Florence Isabelle Schelling (born 9 March 1989) is a Swiss former professional ice hockey goaltender. She briefly served as general manager of SC Bern from 2020 to 2021. She was the first woman to be named GM of a professional men's team in the world. She was inducted into the IIHF Hall of Fame in 2026.

During her playing career, Schelling competed internationally with the Swiss women's national ice hockey team at the 2006 Winter Olympics, 2010 Winter Olympics and 2014 Winter Olympics. In the 2012 CWHL Draft, Schelling was selected by the Montreal Stars, but opted to play the 2012–13 season with the Brampton Thunder instead. She played with EHC Bülach of the Swiss men's National League B in the 2013–14 and 2014–15 seasons, the first and only woman to ever play in the league.

==Playing career==
===Switzerland===
Schelling spent 2003–05 playing for the ZSC Lions in Switzerland. Since 2005, Schelling has been a member of the Swiss national team. Besides the Torino Olympics, she has competed in three World Championships. At the 2006 Olympic Games, Schelling was part of a seventh-place finish. Despite the showing, Schelling posted a .939 save percentage and a 2.40 goals against average in three games. In 2008, she led the Swiss to a fourth-place finish at the IIHF Women's World Hockey Championships, the team's highest ever, and was the second-ranked goalie in the tournament. At the tournament, she was the only goalie to play in every minute of every game including an overtime period and a shootout. In the bronze medal game, she made 34 saves in the loss to Finland. At the 2010 Olympic Winter Games in Vancouver, she played against Sweden and lost 3–0, lost to Canada 10–1, then beat Slovakia 5–2, China 6–0, and Russia 2–1, as the Swiss women took fifth place.

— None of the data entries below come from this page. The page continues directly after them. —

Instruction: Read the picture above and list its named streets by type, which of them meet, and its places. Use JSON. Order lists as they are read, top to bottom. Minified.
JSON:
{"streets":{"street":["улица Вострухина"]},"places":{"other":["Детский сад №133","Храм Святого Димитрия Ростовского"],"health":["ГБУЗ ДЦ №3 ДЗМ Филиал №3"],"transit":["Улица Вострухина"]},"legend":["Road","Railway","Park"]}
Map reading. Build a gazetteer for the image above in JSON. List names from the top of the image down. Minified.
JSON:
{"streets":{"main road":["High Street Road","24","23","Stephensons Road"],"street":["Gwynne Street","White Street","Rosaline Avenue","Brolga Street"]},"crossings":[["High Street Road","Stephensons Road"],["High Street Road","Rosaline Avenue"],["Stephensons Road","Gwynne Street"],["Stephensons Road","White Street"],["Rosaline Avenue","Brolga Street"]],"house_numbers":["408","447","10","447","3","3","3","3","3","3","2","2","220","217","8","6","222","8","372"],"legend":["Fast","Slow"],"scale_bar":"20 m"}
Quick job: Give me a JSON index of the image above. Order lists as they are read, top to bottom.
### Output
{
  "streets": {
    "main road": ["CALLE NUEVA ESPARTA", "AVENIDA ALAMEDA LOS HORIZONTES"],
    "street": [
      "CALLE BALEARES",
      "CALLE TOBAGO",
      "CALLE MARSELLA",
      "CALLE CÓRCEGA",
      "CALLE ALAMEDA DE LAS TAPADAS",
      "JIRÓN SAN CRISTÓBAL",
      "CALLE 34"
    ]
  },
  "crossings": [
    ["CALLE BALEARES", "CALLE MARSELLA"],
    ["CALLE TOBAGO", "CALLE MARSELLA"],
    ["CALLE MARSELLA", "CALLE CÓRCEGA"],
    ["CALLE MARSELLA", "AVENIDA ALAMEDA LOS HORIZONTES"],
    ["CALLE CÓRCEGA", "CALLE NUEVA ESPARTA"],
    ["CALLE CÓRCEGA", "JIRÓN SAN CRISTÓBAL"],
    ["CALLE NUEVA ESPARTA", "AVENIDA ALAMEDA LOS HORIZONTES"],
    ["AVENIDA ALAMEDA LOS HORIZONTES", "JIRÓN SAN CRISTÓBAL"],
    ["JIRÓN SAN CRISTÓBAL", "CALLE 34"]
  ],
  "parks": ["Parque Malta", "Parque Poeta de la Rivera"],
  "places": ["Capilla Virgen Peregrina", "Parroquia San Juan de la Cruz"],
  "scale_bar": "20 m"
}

In a game versus Russia at the 2012 IIHF Women's World Championship, Schelling stopped 32 shots in a 5–2 victory, as Switzerland advanced to the semifinals. In the bronze medal game at the 2012 IIHF Women's World Championship, Florence Schelling made 50 saves as Switzerland beat Finland by a 6–2 tally.

At the 2014 Winter Olympics at Sochi, Schelling backstopped the Swiss National Team to a bronze medal. Making 252 saves throughout the tournament, she was named Most Valuable Player, Best Goalkeeper, and included on the All-Star Team.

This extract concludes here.